Minolta 300mm f45 MD-II

In 1978/79 Minolta introduced its second series of MD lenses. Most of them were substantially smaller and lighter than their precursors. The new MD 4.5/300mm IF was only 710g. It has internal focusing (IF). Two lenses are shifted separately using mechanisms usually found in zoom lenses. The new 4.5/300mm IF is remarakbly free of LoCAs at full aperture (left images). It can be used wide open even on 16MP APS cameras. At f8 the microcontrast increases, especially in the center, and lateral CAs become more pronounced.

The new 4.5/300mm IF certainly is a pleasure to use: Much lighter, much easier to focus, and with a much better close focus (3 m instead of 4.5 m). However, its IF focusing mechanism is prone to wearing, and some MD 4.5/300 mm IF are visibly and reversibly de-centered after years of professional use.


Minolta 300mm f56 MC-X

The MC 300mm 1:5.6 [5/5] was first introduced in 1973, replacing the elder non-MC [4/4] version from 1965. The lens basically has a similar overall perfomance as the MC 4.5/300 mm - with a little bit less LoCAs, and less APS-C corner resolution. 

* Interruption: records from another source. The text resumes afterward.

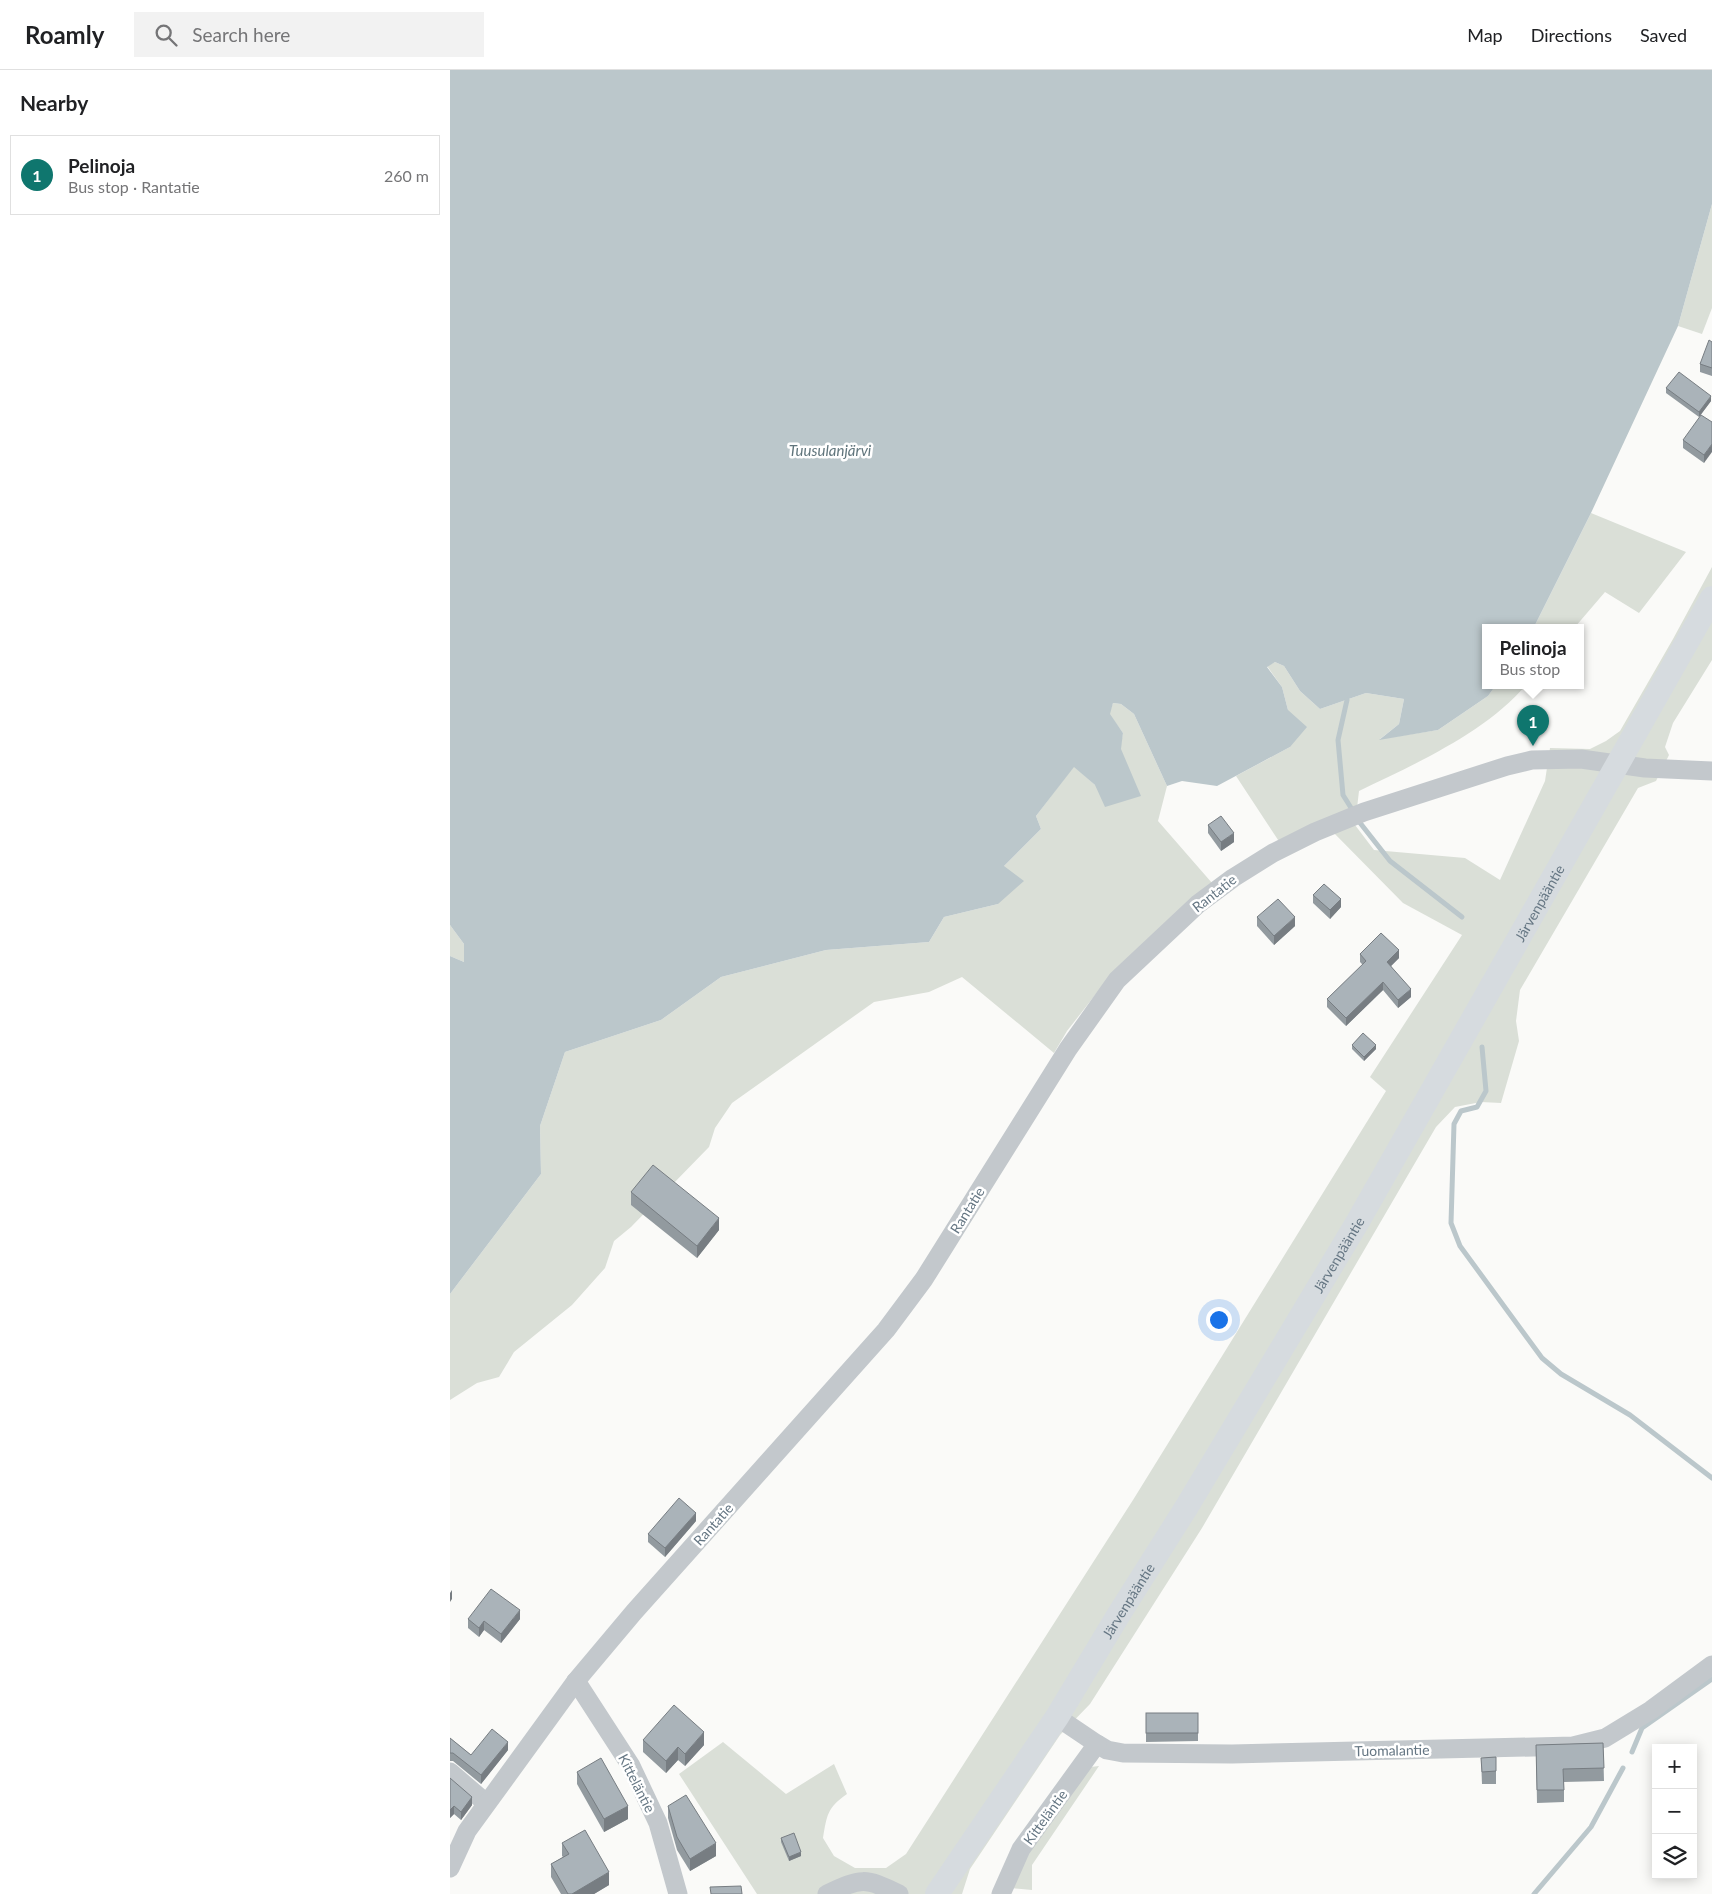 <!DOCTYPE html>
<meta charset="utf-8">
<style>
body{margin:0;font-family:Lato,sans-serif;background:#f2f2f2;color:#202124}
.controls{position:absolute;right:15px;bottom:15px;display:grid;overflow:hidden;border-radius:0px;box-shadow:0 2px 12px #0003}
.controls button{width:45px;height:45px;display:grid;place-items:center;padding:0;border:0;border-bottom:1px solid #e0e0e0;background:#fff;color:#202124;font:25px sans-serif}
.you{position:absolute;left:768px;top:1249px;width:18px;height:18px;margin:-12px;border:4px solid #fff;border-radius:50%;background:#1a73e8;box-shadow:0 0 0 8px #1a73e833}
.badge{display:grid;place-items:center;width:32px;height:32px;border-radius:50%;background:#0f766e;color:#fff;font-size:16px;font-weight:700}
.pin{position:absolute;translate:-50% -41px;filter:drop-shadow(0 1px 2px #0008)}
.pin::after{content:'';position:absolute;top:26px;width:18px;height:15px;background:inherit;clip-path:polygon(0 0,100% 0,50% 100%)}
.popup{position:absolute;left:1032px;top:554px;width:102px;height:65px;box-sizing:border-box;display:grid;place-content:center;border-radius:0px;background:#fff;filter:drop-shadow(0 1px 4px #0005);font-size:16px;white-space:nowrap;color:#757577}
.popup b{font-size:19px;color:#202124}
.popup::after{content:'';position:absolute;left:50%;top:100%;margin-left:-10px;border:10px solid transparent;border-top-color:#fff}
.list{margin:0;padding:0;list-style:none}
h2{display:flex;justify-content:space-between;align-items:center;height:65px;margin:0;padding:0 20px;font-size:21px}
h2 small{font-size:16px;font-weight:400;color:#757577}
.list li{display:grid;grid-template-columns:32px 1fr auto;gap:15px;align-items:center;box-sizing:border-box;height:80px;margin:0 10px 10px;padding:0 10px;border:1px solid #e0e0e0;border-radius:0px}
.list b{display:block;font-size:19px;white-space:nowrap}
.list p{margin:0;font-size:16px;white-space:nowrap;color:#757577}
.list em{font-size:16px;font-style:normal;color:#757577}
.icon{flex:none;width:28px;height:28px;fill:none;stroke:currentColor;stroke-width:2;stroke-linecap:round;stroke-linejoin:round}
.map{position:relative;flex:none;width:1262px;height:1824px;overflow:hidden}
header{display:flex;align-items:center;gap:30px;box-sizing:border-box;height:70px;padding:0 25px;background:#fff;border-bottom:1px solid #e0e0e0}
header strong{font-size:24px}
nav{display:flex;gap:28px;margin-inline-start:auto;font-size:18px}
.search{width:350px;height:45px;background:#f2f2f2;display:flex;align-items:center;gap:12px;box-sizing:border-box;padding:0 18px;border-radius:0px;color:#757577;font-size:19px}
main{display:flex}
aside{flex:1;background:#fff}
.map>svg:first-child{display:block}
.green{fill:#dadfd7}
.water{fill:#bbc7cb}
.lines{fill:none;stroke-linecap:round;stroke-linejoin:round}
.stream{stroke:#bbc7cb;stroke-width:5}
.minor{stroke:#c3c8cc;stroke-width:19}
.major{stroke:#d6dbdf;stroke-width:24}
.wall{fill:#929a9f}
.shaded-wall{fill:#777d82}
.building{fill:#aab3b9;stroke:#777d82}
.labels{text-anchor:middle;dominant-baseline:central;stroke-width:5;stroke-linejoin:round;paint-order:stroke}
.street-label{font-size:14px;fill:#657683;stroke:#fff}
.water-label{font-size:15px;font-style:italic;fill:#60757c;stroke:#fff}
</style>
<header>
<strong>Roamly</strong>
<div class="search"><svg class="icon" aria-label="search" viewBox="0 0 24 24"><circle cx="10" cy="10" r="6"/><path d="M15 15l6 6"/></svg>Search here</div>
<nav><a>Map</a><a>Directions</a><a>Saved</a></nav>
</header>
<main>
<aside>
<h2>Nearby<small></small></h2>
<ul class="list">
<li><span class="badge">1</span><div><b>Pelinoja</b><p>Bus stop · Rantatie</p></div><em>260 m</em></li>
</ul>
</aside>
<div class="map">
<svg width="1262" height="1824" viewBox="0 0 1262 1824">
<rect width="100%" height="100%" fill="#fafaf8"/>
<g class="green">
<polygon points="1262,134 1262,238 1252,264 1228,256"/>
<polygon points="1141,443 1236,482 1189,543 1155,522 1125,557 1084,557"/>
<path d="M1262,497V590L1223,653L1215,677L1219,685L1206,711L1188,718L1070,920L1066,951L1069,971L1051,1033L1031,1032L1005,1037L986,1057L752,1458L640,1634L610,1665L520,1799L512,1824H307L229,1704L273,1672L336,1724L384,1694L397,1724C377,1738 377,1745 373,1768L384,1786L405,1798H436L456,1784L683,1430L936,1021L920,1007L1012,865L953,833L881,760L838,785L786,706L840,677L838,640L832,617L817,596L825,592L834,596L850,621L870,639L916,623L954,629L949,654L930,669L988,660L1038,626L1046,615H1076C1035,663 965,694 909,721L905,755L924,780L1015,788L1050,810L1095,711L1100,678L1140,679L1156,671L1170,661L1223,569Z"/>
<polygon points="663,633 671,634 684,644 717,716 708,751 762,813 656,911 617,961 604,983 512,907 479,922 424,932 282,1033 265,1058 259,1077 181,1157 164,1171 155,1198 122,1235 64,1282 49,1307 27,1313 0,1330 0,1224 91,1104 90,1056 115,982 211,950 271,907 376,880 479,872 494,847 548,834 554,796 591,759 586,746 624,696 645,715 670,679 673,663 659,644"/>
<polygon points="0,855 14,874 14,892 0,886"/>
<polygon points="649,1696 582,1795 582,1820 561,1818 565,1795 632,1698"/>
</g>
<polygon class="water" points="0,0 1262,0 1262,134 1228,256 1141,443 1084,557 1036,557 1036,615 1046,615 1038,626 988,660 929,670 949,654 954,629 916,623 870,639 850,621 834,596 825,592 817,597 832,617 838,640 857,657 840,677 767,716 732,711 717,716 684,644 671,634 663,633 660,644 673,663 671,679 691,726 655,737 645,715 624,697 586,746 591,759 554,796 574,811 548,834 494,847 479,872 376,880 271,907 211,950 115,982 90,1056 91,1104 0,1224 0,886 14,892 14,874 0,855"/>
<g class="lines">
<g class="stream">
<polyline points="897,630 888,670 893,725 903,741"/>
<polyline points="907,749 940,791 1012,847"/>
<polyline points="1032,977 1036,1021 1027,1037 1011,1041 1004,1054 1001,1153 1010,1176 1092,1288 1111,1304 1180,1345 1262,1408"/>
<polyline points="1182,1682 1192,1658 1262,1609"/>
<polyline points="1084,1824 1141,1757 1173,1698"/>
</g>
<g class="minor">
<polyline points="126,1611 181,1696 208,1753 228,1824"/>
<polyline points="607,1647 647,1674 657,1680 673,1683 782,1684 1123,1676 1155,1668 1201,1640 1262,1595"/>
<polyline points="0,1702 36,1733"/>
<polyline points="0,1798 17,1761 126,1611 184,1542 436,1260 474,1209 618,979 667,910 748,834 783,808 823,783 865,762 914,742 1057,696 1082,690 1131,689 1195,698 1262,701"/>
<path d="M377,1824C411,1808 415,1807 449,1824"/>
<polyline points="551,1824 571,1779 647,1674"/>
</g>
<path class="major" id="s1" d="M487,1824L607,1647L669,1544L736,1438L907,1153L1262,528"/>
</g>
<g class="wall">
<polygon points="1262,272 1262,306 1250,302 1250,294"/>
<polygon points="1216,318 1261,331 1249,347 1216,323"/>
<polygon points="1262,352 1254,393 1233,378 1233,370"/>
<polygon points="758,755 784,772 771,781 758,763"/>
<polygon points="863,825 891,837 880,849 863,833"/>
<polygon points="807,847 845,856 824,875 807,856"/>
<polygon points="910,884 949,888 941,896 961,927 948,938 933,920 896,956 877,937 877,929 913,895 910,892"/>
<polygon points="902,975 926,979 914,991 902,979"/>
<polygon points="181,1122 269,1160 247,1188 181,1135"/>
<polygon points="246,1451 215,1487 198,1472 198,1464"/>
<polygon points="18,1549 70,1549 51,1573 34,1560 29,1567 18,1558"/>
<polygon points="696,1643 748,1643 748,1671 696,1672"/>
<polygon points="0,1668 21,1685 58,1680 31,1714 3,1691 0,1691"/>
<polygon points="193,1670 254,1675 235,1696 228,1690 216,1703 193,1682"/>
<polygon points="1153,1673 1154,1711 1114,1712 1114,1732 1087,1733 1086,1675"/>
<polygon points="1046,1687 1046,1714 1032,1714 1031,1688"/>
<polygon points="127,1702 178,1749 154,1762 127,1714"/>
<polygon points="0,1708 22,1735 11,1750 4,1744 0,1748"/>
<polygon points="218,1736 266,1786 240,1801 227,1780 218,1748"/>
<polygon points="331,1768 351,1786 339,1791 331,1772"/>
<polygon points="112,1773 159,1815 144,1824 111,1824 101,1807 101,1794 113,1787 112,1786"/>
</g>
<g class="shaded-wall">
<polygon points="1261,326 1261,331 1249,347 1249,342"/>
<polygon points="1262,374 1262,382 1254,393 1254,385"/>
<polygon points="784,763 784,772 771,781 771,772"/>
<polygon points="891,829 891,837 880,849 880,840"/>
<polygon points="845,847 845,856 824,875 824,866"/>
<polygon points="949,880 949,888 937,900 937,892"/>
<polygon points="933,912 933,920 896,956 896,948"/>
<polygon points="961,919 961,927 948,938 948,930"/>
<polygon points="926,975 926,979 914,991 914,987"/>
<polygon points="269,1148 269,1160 247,1188 247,1176"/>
<polygon points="246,1443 246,1451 215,1487 215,1478"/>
<polygon points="2,1520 2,1529 0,1532 0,1523"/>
<polygon points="70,1540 70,1549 51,1573 51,1564"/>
<polygon points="34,1551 34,1560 29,1567 29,1558"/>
<polygon points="254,1662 254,1675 235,1696 235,1684"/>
<polygon points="58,1672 58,1680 31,1714 31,1705"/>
<polygon points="228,1677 228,1690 216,1703 216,1691"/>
<polygon points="22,1727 22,1735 11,1750 11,1742"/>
<polygon points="4,1736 4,1744 0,1748 0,1740"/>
<polygon points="178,1736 178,1749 154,1762 154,1749"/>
<polygon points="266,1773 266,1786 240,1801 240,1789"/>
<polygon points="351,1782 351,1786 339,1791 339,1787"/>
<polygon points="159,1802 159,1815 144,1824 122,1824"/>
</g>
<g class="building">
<polygon points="1259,270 1262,272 1262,298 1250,294"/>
<polygon points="1229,302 1261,326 1249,342 1216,318"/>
<polygon points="1251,345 1262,352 1262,374 1254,385 1233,370"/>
<polygon points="771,746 784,763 771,772 758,755"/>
<polygon points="874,814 891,829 880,840 863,825"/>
<polygon points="828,829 845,847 824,866 807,847"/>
<polygon points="931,863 949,880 937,892 961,919 948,930 933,912 896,948 877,929 916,891 910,884"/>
<polygon points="913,963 926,975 914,987 902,975"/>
<polygon points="203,1095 269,1148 247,1176 181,1122"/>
<polygon points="229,1428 246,1443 215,1478 198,1464"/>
<polygon points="41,1519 70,1540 51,1564 34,1551 29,1558 18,1549"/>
<polygon points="224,1635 254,1662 235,1684 228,1677 216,1691 193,1670"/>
<rect x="696" y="1643" width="52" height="20"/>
<polygon points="42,1659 58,1672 31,1705 3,1683 0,1683 0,1668 21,1685"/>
<polygon points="1153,1673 1154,1698 1113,1699 1114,1720 1087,1720 1086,1675"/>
<polygon points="1046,1687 1046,1701 1032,1702 1031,1688"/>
<polygon points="151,1688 178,1736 154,1749 127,1702"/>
<polygon points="0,1708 22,1727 11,1742 4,1736 0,1740"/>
<polygon points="236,1725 266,1773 240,1789 227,1767 218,1736"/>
<polygon points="135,1760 159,1802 122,1824 118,1824 101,1794 119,1784 112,1773"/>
<polygon points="344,1763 351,1782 339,1787 331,1768"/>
<polygon points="291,1816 292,1824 261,1824 260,1817"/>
</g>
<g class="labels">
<g class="street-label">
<text transform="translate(764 823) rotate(-38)">Rantatie</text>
<text stroke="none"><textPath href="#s1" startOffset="1160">Järvenpääntie</textPath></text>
<text transform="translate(517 1140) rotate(-58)">Rantatie</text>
<text stroke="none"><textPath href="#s1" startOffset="755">Järvenpääntie</textPath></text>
<text transform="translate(263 1454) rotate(-48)">Rantatie</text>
<text stroke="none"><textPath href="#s1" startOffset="350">Järvenpääntie</textPath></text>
<text transform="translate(942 1680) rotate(-1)">Tuomalantie</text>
<text transform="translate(187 1713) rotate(63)">Kitteläntie</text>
<text transform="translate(595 1747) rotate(-54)">Kitteläntie</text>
</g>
<g class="water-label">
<text x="380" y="380">Tuusulanjärvi</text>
</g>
</g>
</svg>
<div class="controls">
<button>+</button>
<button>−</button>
<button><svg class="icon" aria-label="layers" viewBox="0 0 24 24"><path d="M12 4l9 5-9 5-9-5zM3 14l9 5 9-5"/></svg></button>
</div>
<div class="you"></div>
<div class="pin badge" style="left:1083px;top:676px">1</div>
<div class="popup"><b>Pelinoja</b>Bus stop</div>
</div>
</main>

Minolta 100-300mm f56 MD-III

The MD 100-300mm 1:5.6 (1983) probably was not manufactured by Minolta. Performing not very well, it was replaced only three years later by the AF 4.5-5.6/75-300 mm. This lens shares characteristics typically found on third-party zooms: Extremely low contrast and low detail resolution at f5.6, acceptable performance only at f11.